The fellowship is named for Margaret A. Davidson, an environmental leader known for bringing people together in order to improve our understanding and management of coastal ecosystems. The fellowship seeks to enhance coastal research in the National Estuarine Research Reserve System (NERRS) by providing support for a graduate research fellow at each of the 29 coastal sites, and by providing those fellows with networking opportunities within and beyond the reserve system.
Through a research project, fellows will address a key coastal management question to help scientists and communities understand coastal challenges that may influence future policy and management strategies.
"I am excited to work on a collaborative science project at Jacques Cousteau National Estuarine Research Reserve that will hopefully bring valuable information about changing phytoplankton communities," says Armstrong.
Taylor Armstrong is a prior National Sea Grant Knauss Fellow (2017) and a current UMCES Presidential Fellowship and University of Maryland Computer, Mathematical & Natural Science’s Dean Fellowship awardee. Armstrong, whose project for the fellowship involves the Impact of pH and dissolved organic carbon on phytoplankton community composition and Harmful Algal Blooms, studies in the lab of Allen Place at the Institute of Marine and Environmental Technology. Her fellowship is based at Jacques Cousteau National Estuarine Research Reserve in New Jersey.
Daniella Hanacek, a member of the lab of Lorie Staver and Jeff Cornwell at the Horn Point Laboratory will be doing most of her field work with the Chesapeake Bay National Estuarine Research Reserve at the Monie Bay reserve, focusing her research on the drivers of methane emissions in tidal marshes.
“I am thrilled to participate in this fellowship and work towards helping scientists and communities understand coastal challenges right here in the Chesapeake Bay,” says Hanacek. “Ultimately, I hope this work will enhance coastal resilience by informing marsh restoration and conservation.”
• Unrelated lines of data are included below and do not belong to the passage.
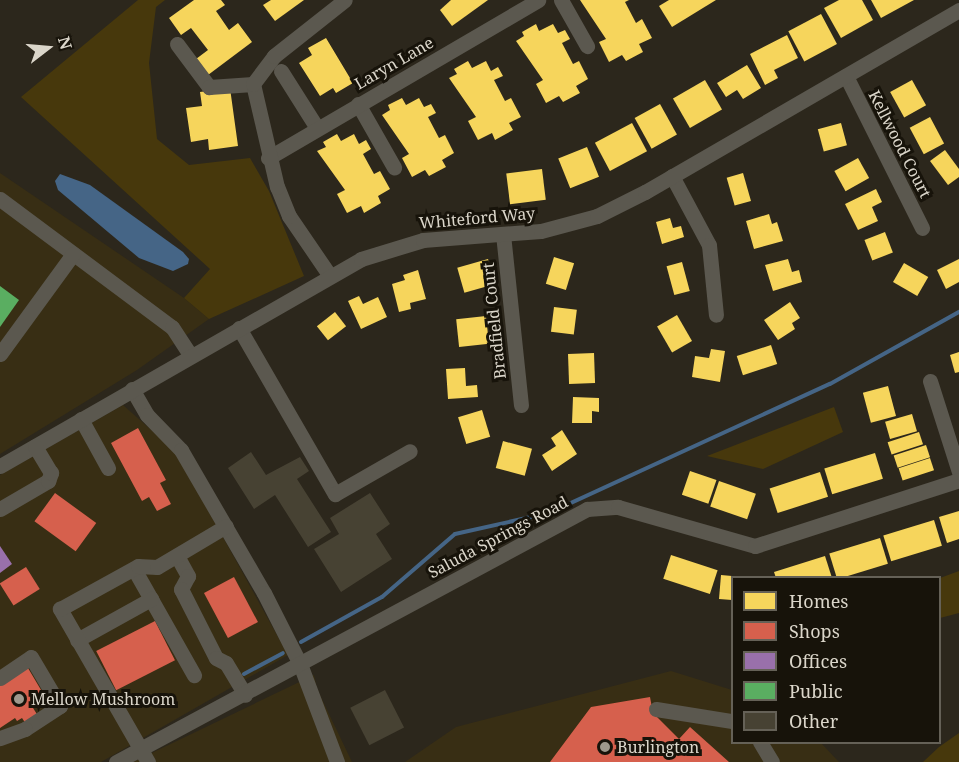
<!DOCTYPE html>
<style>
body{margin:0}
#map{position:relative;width:959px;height:762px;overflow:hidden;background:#2c271c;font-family:"Noto Serif",serif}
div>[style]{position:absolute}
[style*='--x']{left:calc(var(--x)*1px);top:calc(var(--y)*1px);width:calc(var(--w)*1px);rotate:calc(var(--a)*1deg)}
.built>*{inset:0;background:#382e14}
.green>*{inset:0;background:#47380c}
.water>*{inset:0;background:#456586}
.homes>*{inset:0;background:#f6d55c;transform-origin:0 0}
.shops>*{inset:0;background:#d6604d;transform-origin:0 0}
.offices>*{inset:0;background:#9970ab}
.public>*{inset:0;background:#5aae61}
.stream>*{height:4px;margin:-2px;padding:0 2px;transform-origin:2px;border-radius:2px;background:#456586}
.building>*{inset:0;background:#474233;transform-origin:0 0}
.minor>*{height:15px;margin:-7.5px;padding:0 7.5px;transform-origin:7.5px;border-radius:7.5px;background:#5b584f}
.dots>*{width:16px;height:16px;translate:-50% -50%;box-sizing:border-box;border:3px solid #17130a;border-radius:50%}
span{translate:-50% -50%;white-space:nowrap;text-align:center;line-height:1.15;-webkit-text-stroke:6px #17130a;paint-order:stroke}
.street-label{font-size:16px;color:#dbd6ca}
.poi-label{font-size:16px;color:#dbd6ca}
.left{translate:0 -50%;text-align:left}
.legend{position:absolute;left:731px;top:576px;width:210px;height:168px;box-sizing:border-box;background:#17130a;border:2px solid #656157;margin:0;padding:8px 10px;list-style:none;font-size:18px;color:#dbd6ca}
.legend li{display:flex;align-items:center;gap:12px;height:30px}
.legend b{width:30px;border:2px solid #656157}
.north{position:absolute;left:18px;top:18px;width:60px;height:60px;-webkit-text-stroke:4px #17130a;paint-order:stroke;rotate:74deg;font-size:16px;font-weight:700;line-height:24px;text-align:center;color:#dbd6ca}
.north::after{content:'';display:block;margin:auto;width:21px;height:27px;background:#dbd6ca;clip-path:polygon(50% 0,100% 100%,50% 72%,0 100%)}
</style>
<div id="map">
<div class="built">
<div style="clip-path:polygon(0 173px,184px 298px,209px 319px,137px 370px,0 454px)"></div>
<div style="clip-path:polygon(123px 405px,176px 452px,288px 655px,101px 762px,0 762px,0 475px)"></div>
<div style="clip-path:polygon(671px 671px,732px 690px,732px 742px,821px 743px,839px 762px,405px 762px,456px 727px)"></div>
<div style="clip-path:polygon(314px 675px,317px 689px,352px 762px,133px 762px)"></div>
</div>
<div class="green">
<div style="clip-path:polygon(138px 0,165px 0,156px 7px,149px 63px,157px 139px,189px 165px,250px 158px,269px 191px,304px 276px,209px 319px,184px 298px,210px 269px,21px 97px)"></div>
<div style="clip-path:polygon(834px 407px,843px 432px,763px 469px,707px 456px)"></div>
<div style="clip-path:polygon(959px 571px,959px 613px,940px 618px,940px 578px)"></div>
<div style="clip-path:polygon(959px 733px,959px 762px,923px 762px,939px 747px)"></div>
</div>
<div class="water">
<div style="clip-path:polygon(60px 174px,90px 185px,183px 252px,189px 259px,188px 264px,173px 271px,139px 258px,58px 190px,55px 181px)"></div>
</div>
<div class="homes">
<div style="clip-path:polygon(194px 0,221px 0,225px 5px,216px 11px,229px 30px,238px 23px,252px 42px,208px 75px,196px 59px,208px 50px,191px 28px,181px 35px,169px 18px)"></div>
<div style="clip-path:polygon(271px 0,304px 0,275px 21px,263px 5px)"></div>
<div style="clip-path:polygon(451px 0,488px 0,452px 26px,440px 10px)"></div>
<div style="clip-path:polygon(580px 0,629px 0,625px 2px,636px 23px,642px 19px,652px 38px,639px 44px,643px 52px,626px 61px,622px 55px,609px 62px,599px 42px,606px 39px)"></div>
<div style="clip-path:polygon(669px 0,716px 0,672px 27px,659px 6px)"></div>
<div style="clip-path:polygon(839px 0,862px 0,873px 20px,841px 38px,824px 8px)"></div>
<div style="clip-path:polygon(871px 0,914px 0,881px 18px)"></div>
<div style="left:821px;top:14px;width:34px;height:37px;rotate:62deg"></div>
<div style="clip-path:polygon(536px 24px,539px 31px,553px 24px,558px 33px,565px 30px,570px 39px,562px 43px,573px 64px,579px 61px,588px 79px,576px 86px,580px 93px,563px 102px,559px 96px,546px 103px,536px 84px,543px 80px,516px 41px,524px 36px,522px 32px)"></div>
<div style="clip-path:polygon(787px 35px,798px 58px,774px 70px,778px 78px,765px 85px,750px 54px)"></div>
<div style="clip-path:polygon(326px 38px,353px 83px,336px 93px,333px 88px,320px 96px,299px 63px,312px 55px,308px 48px)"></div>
<div style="clip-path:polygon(468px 61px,472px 68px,486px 61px,491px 71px,498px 67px,503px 76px,494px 80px,505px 101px,511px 98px,521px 117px,509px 123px,513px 130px,495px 140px,492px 133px,478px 140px,468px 121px,476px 117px,449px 78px,457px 74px,454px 69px)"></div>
<div style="clip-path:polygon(747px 65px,761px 88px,743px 99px,737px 90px,726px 97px,717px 83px)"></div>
<div style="left:705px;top:80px;width:34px;height:37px;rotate:60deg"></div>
<div style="left:912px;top:80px;width:29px;height:25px;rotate:61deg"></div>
<div style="clip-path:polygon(230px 88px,238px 146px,209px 150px,208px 139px,191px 142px,186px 108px,202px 106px,200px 92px)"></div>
<div style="clip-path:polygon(402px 98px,406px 105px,419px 98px,424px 107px,431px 104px,436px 113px,428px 117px,439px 138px,445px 135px,454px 153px,442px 160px,446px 167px,429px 176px,425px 170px,412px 177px,402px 158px,409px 154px,382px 115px,390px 110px,388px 105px)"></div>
<div style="left:660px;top:104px;width:35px;height:29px;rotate:61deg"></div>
<div style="left:930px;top:117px;width:30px;height:23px;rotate:62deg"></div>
<div style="left:632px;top:123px;width:32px;height:42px;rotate:62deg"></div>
<div style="left:841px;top:123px;width:23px;height:24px;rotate:75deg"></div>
<div style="clip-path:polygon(337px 134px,341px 141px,354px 134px,359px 144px,366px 140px,371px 149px,363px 154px,374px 174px,380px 171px,390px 189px,378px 196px,381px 203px,364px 213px,361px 206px,347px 213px,337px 194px,345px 190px,317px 151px,326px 147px,323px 142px)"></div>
<div style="left:587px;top:147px;width:32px;height:31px;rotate:68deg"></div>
<div style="clip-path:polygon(945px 150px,959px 169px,959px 177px,948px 185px,930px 161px)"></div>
<div style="left:858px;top:158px;width:23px;height:27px;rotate:61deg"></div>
<div style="left:542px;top:169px;width:31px;height:36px;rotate:83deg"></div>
<div style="left:743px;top:173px;width:29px;height:17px;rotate:74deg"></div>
<div style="clip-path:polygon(876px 189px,882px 202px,872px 207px,878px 221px,858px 230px,845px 204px)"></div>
<div style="clip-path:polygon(769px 214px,772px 224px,777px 222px,783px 241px,754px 249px,746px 221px)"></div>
<div style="clip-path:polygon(670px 218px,673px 228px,681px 226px,684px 237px,662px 244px,656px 222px)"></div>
<div style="left:885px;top:232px;width:22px;height:22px;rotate:69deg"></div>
<div style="left:554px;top:257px;width:21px;height:28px;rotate:17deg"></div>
<div style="left:488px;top:259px;width:26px;height:32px;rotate:74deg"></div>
<div style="clip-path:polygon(788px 259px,792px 272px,799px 270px,802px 282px,773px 291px,765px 265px)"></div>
<div style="clip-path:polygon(959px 259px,959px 282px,946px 289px,937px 270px)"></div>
<div style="left:682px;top:262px;width:30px;height:16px;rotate:75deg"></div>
<div style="left:904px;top:263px;width:28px;height:22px;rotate:30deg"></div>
<div style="clip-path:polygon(418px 270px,426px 299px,410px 303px,411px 309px,399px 312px,392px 284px,405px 280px,403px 275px)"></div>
<div style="clip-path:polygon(359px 296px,363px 304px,378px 297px,387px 317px,361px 329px,348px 301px)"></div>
<div style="clip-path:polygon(790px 302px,800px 318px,792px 323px,795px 329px,778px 340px,764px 320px)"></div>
<div style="left:554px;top:307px;width:23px;height:25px;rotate:7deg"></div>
<div style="left:335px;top:312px;width:18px;height:23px;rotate:52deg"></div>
<div style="left:677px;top:315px;width:30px;height:23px;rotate:60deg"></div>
<div style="left:486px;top:316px;width:28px;height:30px;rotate:84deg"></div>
<div style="left:771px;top:345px;width:20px;height:36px;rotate:72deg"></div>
<div style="clip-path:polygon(711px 349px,725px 351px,720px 382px,692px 377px,695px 356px,709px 358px)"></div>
<div style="clip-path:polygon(959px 352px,959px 372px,955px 373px,950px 355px)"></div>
<div style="left:594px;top:353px;width:30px;height:26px;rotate:88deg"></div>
<div style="clip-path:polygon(465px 368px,466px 386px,477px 385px,478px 397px,448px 399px,446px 369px)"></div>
<div style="left:888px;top:386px;width:31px;height:26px;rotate:75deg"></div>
<div style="clip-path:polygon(573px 397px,599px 398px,599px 412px,592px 411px,592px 423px,572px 423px)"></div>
<div style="left:482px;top:410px;width:28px;height:25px;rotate:73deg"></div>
<div style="left:912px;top:414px;width:18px;height:28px;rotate:74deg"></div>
<div style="clip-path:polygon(562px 430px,577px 454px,552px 471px,542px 455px,556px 446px,551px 438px)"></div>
<div style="left:919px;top:432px;width:13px;height:33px;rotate:72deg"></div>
<div style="left:503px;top:441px;width:30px;height:28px;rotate:15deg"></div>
<div style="left:926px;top:445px;width:13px;height:34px;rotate:72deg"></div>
<div style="left:875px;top:453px;width:27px;height:53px;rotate:73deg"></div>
<div style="left:930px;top:458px;width:13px;height:33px;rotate:72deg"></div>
<div style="left:690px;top:471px;width:28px;height:25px;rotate:19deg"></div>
<div style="left:820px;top:472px;width:26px;height:53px;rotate:72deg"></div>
<div style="left:719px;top:481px;width:39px;height:27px;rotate:19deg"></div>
<div style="clip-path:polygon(959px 511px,959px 539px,947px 543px,939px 517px)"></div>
<div style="left:934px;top:520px;width:27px;height:53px;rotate:73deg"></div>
<div style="left:880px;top:538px;width:27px;height:53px;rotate:73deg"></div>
<div style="left:671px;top:555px;width:49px;height:25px;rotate:18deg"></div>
<div style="clip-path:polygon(825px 556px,832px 578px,776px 578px,774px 572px)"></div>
<div style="clip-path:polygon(721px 575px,732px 576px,732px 600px,719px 599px)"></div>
</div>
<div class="shops">
<div style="clip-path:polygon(138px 428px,166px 480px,160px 483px,171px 504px,157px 511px,149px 497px,142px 501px,111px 443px)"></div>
<div style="left:55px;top:493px;width:51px;height:35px;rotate:36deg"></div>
<div style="left:26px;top:567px;width:26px;height:31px;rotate:58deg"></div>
<div style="left:234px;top:577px;width:51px;height:34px;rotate:62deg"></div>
<div style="left:155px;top:621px;width:44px;height:66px;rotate:63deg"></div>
<div style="clip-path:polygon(28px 668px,44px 695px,30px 703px,38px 716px,26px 724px,22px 718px,17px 721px,15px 718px,0 728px,0 686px)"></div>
<div style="clip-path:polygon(650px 697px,653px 713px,679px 739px,690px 727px,729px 762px,550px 762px,591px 707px)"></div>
</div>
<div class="offices">
<div style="clip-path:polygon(0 546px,12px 564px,0 573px)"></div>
</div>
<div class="public">
<div style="clip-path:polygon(0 286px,19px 300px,0 327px)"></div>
</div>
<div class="stream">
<div style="--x:301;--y:642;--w:93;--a:-29.1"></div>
<div style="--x:382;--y:597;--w:96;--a:-40.8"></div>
<div style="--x:455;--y:534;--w:96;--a:-12.6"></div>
<div style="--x:549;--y:513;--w:309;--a:-24.7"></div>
<div style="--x:830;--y:384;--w:148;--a:-29.2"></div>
<div style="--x:244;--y:674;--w:44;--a:-28.3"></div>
</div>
<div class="building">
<div style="clip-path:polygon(251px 452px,266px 475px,300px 457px,309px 471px,297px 479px,331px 532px,308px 547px,275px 495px,254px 509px,228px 468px)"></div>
<div style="clip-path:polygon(370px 493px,390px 524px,376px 534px,392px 559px,341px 592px,314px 549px,339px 534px,330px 518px)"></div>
<div style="left:385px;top:690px;width:42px;height:39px;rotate:63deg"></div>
</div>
<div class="minor">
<div style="--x:561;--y:0;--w:53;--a:60.5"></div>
<div style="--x:177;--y:44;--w:54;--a:53.3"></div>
<div style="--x:209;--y:87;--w:44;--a:-3.9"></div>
<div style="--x:281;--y:71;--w:67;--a:57.7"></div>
<div style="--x:846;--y:76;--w:170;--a:63.4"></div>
<div style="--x:358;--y:104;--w:73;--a:60.3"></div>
<div style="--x:268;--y:158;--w:313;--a:-30.3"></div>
<div style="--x:672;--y:176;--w:78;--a:61.8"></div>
<div style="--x:709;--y:245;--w:70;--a:84.3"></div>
<div style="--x:0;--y:199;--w:214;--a:36.7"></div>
<div style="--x:172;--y:327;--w:33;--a:57"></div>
<div style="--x:503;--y:234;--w:172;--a:84"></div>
<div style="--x:330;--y:276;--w:73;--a:-124.3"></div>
<div style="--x:289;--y:216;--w:31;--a:-112"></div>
<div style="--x:277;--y:187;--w:106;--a:-103.1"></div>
<div style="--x:253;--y:84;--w:35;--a:-53"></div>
<div style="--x:274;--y:56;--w:90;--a:-38.3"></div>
<div style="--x:239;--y:328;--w:192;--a:60"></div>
<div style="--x:335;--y:494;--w:86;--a:-29.8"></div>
<div style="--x:0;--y:354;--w:124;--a:-53.9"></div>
<div style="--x:930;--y:381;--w:96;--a:72.3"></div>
<div style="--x:132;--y:389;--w:30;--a:60"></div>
<div style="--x:147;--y:415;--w:49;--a:45.8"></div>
<div style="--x:181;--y:450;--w:165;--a:59.9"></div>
<div style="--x:264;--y:593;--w:80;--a:63.1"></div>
<div style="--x:300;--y:664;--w:105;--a:69.3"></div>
<div style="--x:81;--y:419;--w:56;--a:61.1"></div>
<div style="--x:0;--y:466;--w:416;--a:-29.8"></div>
<div style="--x:361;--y:259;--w:65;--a:-17"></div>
<div style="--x:423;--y:240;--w:118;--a:-4.4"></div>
<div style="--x:541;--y:231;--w:58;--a:-15"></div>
<div style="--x:597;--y:216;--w:54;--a:-26.6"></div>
<div style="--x:645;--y:192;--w:363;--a:-30.1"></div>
<div style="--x:0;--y:509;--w:56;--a:-30.3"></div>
<div style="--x:48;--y:481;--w:9;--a:-69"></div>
<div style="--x:51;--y:473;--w:31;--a:-121"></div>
<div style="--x:177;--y:556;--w:23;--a:61"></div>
<div style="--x:188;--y:576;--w:15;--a:118"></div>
<div style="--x:181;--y:589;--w:77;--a:63.1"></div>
<div style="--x:216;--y:658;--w:11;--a:27"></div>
<div style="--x:226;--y:663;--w:37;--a:59"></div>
<div style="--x:134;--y:569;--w:122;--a:60.5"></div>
<div style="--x:77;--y:640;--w:85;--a:-29"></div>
<div style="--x:0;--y:678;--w:37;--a:-34"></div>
<div style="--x:31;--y:657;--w:57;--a:59.4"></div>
<div style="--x:60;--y:706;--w:42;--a:146.7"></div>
<div style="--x:25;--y:729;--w:27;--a:160"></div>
<div style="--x:656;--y:709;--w:77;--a:9"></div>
<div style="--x:760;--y:742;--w:23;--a:59"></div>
<div style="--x:116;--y:762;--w:535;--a:-28.24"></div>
<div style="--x:587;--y:509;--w:31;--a:-4"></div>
<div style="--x:618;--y:507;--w:142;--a:15.9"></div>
<div style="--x:755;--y:546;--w:214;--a:-17.9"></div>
<div style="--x:148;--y:762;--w:177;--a:-119.9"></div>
<div style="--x:60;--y:609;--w:89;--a:-28.9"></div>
<div style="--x:138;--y:566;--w:19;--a:3"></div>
<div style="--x:157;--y:567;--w:80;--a:-30.7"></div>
</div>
<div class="dots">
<div style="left:19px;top:699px;background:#9e998d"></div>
<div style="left:605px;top:747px;background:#9e998d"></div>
</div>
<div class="street-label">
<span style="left:394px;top:63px;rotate:-30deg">Laryn Lane</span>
<span style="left:900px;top:144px;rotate:63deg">Kellwood Court</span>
<span style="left:477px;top:218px;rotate:-5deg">Whiteford Way</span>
<span style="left:494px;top:321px;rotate:-96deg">Bradfield Court</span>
<span style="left:498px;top:537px;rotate:-28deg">Saluda Springs Road</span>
</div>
<div class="poi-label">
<span class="left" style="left:31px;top:699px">Mellow Mushroom</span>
<span class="left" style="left:617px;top:747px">Burlington</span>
</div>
<ul class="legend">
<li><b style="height:16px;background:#f6d55c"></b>Homes</li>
<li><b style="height:16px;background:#d6604d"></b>Shops</li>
<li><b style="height:16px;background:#9970ab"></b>Offices</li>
<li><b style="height:16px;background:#5aae61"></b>Public</li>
<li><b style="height:16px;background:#474233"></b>Other</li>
</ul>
<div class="north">N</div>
</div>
Specific fellowship benefits for students include the ability to develop meaningful cross-discipline research projects in conjunction with scientists, community leaders, and other organizations; networking opportunities with the annual fellowship class of 29, plus the other professionals across the reserve system, NOAA, and community partners; professional guidance and mentoring in a variety of disciplines, including facilitation and communication; and, the development of research partnerships between universities and reserves.
“With her background in coastal research and resource management, and strong interest in community engagement, Daniella is uniquely suited to the goals of the fellowship,” says Staver. “Like Margaret Davidson, Daniella is bright, hard-working, focused, and motivated to improve our understanding and management of coastal ecosystems. We are honored that she has been recognized with this inaugural NOAA fellowship and will be given the many opportunities it will afford.”
According to Staver, Hanacek will have the opportunity to forge relationships within the coastal science community through inclusion in regional and national meetings while conducting her research on methane fluxes in tidal marshes at the Monie Bay reserve, part of the Chesapeake Bay NERRS.
“She will work with the local community to communicate her science, and the fellowship will strengthen ties between NERRS research staff and UMCES,” adds Staver.
This is the very first Margaret A. Davidson Fellowship class, with students having applied for the fellowship during winter 2019. The fellowship honors Davidson’s legacy as a true visionary in the coastal management world; someone who saw the future with clarity and knew how to push for innovation and, frankly—shake things up. She defined excellence in many categories, always raising the bar with the goal of helping coastal communities thrive.